■ Task item ■
For the entries below, work out how many lines include the string "linecap", then write only that number.

Segment Start: Information

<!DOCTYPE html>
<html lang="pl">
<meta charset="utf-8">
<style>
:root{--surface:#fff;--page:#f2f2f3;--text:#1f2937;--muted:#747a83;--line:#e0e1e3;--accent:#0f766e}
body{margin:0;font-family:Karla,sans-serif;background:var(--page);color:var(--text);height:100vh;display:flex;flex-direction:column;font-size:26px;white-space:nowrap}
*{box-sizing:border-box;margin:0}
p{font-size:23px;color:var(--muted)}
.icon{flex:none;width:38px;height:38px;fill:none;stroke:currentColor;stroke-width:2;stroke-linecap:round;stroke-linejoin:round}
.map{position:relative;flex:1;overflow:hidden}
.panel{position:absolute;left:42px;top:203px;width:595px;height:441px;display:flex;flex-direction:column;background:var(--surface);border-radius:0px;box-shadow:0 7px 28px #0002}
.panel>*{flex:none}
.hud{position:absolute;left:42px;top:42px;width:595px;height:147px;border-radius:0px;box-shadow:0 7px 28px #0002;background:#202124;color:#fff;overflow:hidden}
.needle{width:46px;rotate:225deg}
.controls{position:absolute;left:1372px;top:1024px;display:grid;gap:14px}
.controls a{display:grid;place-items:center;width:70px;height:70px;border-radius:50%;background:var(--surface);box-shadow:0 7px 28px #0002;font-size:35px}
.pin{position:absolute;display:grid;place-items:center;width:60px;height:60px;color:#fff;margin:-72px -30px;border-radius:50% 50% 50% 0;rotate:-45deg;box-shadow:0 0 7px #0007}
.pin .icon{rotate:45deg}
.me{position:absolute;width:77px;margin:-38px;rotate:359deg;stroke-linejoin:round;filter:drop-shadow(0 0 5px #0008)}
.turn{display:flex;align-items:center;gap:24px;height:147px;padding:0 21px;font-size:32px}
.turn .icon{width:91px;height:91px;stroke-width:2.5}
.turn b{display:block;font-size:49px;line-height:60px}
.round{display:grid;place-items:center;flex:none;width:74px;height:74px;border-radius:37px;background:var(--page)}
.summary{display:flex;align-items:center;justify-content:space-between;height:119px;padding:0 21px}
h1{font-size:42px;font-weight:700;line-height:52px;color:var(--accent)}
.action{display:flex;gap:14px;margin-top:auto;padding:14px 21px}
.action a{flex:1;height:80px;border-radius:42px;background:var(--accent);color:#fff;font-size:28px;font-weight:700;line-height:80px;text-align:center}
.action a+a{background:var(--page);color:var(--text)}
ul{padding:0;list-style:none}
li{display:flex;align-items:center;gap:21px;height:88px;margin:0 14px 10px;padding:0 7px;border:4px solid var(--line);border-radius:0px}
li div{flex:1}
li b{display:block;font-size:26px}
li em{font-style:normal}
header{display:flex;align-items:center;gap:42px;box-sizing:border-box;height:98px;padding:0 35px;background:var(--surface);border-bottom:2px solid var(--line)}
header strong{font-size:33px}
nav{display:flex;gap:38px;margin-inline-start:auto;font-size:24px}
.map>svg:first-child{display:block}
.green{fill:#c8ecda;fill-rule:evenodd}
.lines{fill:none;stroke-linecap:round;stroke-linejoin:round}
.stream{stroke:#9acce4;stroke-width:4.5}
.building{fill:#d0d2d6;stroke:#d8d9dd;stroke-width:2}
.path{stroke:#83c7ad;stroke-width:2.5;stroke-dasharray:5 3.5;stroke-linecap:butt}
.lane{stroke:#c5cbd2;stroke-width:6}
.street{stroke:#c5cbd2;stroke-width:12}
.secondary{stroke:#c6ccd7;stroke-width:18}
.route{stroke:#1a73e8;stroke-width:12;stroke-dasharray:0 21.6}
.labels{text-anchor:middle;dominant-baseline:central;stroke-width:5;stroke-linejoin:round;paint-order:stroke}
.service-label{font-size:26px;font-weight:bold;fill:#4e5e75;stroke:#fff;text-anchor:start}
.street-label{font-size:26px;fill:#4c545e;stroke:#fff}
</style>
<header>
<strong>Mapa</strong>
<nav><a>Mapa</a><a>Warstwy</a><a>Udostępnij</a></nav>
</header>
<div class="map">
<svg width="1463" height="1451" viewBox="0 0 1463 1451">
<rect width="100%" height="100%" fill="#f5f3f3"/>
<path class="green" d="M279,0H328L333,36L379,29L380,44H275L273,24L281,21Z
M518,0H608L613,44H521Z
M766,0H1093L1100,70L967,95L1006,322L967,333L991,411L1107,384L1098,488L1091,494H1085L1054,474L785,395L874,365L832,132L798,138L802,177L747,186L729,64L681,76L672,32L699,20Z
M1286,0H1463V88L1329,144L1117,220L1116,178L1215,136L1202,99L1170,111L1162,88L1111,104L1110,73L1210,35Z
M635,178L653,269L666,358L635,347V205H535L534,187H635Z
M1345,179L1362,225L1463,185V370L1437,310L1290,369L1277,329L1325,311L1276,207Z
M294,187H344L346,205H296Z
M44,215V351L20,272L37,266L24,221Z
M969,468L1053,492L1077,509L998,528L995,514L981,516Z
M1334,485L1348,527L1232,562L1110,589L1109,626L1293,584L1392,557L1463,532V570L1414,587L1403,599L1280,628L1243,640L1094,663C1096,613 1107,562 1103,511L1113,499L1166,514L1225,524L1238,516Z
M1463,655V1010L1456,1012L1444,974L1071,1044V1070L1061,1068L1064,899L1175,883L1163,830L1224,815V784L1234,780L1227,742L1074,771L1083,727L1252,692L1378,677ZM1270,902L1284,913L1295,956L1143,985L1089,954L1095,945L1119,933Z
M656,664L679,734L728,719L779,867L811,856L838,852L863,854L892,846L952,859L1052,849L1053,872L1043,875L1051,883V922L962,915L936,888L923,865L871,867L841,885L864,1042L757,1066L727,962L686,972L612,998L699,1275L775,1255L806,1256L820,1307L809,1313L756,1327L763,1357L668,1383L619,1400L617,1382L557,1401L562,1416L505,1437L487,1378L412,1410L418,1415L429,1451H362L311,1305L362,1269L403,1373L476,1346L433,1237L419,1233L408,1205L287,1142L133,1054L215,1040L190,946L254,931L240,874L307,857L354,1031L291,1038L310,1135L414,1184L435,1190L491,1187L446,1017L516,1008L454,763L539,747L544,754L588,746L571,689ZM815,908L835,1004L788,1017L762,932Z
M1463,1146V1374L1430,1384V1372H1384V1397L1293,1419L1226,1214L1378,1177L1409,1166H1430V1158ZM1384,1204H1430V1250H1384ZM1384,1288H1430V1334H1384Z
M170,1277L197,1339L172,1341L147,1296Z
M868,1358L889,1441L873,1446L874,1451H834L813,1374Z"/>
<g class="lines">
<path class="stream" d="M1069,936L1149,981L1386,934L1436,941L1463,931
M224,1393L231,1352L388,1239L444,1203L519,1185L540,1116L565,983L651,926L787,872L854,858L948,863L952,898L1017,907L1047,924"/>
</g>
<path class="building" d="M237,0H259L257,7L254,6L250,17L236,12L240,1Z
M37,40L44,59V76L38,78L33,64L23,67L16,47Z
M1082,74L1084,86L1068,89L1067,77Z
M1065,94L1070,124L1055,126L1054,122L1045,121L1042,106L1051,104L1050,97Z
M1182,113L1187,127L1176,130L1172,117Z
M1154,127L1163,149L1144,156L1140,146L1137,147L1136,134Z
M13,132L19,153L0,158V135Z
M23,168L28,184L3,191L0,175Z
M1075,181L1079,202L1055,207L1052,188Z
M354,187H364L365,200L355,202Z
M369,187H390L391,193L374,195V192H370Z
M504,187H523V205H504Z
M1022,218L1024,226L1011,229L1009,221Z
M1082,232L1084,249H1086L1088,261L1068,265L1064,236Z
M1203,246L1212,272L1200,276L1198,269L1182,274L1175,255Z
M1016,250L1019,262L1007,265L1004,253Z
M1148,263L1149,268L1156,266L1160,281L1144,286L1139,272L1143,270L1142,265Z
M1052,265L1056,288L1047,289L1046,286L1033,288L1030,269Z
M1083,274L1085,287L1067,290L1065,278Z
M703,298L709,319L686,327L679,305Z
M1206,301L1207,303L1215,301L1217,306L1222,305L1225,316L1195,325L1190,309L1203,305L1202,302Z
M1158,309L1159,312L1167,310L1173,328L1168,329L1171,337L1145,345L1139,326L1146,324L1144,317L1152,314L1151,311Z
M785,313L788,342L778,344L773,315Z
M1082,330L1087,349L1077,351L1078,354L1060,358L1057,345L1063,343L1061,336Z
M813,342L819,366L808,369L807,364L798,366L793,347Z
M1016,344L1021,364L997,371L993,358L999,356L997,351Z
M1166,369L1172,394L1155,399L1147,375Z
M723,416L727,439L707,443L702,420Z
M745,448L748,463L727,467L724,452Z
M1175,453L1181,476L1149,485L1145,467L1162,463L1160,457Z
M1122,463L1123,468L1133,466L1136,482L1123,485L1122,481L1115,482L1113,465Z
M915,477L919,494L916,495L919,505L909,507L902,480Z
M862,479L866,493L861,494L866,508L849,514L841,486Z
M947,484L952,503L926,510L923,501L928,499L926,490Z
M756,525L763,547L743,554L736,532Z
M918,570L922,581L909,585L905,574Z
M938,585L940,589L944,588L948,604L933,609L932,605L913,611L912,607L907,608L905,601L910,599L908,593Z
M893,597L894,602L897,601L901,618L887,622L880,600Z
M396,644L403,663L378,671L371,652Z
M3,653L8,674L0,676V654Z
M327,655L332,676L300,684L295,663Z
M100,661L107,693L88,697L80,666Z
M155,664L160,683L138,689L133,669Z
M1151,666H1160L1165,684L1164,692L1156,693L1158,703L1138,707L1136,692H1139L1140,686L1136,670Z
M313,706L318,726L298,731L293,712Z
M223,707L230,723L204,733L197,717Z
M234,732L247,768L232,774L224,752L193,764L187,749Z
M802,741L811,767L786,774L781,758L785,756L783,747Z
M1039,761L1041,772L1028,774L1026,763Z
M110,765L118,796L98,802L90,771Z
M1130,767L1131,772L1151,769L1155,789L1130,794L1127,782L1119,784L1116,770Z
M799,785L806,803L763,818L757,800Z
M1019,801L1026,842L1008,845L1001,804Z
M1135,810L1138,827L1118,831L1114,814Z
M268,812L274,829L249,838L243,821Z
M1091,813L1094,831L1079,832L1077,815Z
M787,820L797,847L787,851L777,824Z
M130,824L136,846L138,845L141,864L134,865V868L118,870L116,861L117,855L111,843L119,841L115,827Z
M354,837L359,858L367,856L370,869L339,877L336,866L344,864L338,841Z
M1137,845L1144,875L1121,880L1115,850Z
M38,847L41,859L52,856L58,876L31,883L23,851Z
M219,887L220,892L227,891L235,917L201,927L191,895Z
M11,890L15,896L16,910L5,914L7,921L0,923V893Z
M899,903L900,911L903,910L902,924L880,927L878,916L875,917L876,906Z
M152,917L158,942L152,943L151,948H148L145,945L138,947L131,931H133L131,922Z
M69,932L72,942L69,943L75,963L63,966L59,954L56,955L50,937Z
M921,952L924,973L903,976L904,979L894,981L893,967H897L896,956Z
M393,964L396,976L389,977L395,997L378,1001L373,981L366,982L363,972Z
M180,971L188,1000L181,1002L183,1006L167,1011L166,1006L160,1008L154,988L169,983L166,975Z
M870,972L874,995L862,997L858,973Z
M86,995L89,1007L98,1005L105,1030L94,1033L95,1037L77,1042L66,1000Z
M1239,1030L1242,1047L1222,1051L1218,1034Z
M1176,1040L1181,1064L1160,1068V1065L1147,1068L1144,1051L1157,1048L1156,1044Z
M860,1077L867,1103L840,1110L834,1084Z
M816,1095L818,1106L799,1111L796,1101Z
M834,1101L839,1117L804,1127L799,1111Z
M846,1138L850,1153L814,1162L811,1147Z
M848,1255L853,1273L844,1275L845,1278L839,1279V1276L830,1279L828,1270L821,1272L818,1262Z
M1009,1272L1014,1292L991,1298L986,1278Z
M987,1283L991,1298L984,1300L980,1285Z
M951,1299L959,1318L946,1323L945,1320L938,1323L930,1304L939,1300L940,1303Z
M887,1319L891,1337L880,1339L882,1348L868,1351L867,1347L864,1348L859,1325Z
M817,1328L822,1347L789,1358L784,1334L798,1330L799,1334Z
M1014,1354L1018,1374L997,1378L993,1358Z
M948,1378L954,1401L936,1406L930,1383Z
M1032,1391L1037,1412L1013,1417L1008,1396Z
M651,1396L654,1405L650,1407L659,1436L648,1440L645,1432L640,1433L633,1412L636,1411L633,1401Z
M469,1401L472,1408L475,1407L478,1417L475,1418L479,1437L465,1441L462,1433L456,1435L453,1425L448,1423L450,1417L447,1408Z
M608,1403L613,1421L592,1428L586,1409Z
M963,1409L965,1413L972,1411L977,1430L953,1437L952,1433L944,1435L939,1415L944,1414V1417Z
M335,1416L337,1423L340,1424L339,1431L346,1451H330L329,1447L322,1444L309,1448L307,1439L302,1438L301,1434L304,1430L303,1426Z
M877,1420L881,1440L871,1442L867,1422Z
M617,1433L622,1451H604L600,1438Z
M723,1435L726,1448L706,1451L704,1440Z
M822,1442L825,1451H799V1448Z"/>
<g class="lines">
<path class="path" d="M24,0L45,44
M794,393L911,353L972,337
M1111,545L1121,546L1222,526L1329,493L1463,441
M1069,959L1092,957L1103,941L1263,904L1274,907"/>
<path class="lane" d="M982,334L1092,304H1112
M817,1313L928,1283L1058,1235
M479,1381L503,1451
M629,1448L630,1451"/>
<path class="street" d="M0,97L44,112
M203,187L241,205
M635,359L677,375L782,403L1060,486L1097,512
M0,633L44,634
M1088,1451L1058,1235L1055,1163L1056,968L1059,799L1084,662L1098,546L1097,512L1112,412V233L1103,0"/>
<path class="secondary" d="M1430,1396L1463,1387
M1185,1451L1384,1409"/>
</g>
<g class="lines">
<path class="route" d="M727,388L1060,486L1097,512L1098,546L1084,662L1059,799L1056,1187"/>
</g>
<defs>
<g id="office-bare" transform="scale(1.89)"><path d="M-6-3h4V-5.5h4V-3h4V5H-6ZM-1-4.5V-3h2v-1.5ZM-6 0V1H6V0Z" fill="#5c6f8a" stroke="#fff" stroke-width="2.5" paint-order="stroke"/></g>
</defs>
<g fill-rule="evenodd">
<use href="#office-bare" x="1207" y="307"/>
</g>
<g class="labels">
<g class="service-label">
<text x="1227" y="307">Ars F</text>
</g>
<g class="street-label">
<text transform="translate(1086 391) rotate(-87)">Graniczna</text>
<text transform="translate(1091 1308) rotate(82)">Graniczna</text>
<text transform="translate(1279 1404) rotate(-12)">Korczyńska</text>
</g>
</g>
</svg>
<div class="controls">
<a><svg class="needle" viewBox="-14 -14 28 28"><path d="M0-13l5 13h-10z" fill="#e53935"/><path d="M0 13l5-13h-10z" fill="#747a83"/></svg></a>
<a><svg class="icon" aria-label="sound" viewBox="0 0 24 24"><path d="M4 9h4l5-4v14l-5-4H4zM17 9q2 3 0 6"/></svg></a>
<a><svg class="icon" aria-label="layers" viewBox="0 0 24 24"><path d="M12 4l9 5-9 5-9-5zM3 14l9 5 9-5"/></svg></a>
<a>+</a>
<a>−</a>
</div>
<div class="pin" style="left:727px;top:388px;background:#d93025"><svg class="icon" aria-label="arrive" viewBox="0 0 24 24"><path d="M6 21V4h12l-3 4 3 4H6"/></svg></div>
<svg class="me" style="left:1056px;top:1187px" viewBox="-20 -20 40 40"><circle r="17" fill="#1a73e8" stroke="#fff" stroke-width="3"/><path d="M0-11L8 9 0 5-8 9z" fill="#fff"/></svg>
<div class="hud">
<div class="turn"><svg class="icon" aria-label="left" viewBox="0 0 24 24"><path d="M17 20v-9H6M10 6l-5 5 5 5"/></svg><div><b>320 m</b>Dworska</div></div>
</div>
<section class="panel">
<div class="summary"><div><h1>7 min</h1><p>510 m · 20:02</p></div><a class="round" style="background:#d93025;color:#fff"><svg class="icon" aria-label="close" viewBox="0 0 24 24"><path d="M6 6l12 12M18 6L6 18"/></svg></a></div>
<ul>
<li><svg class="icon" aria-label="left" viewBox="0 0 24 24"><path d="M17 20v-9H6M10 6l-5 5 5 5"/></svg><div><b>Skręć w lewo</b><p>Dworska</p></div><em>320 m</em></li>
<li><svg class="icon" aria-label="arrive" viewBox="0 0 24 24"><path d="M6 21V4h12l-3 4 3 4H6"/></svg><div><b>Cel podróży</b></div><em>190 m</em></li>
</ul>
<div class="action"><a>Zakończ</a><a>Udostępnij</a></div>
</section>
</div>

Segment End: Information

■ Response area ■
3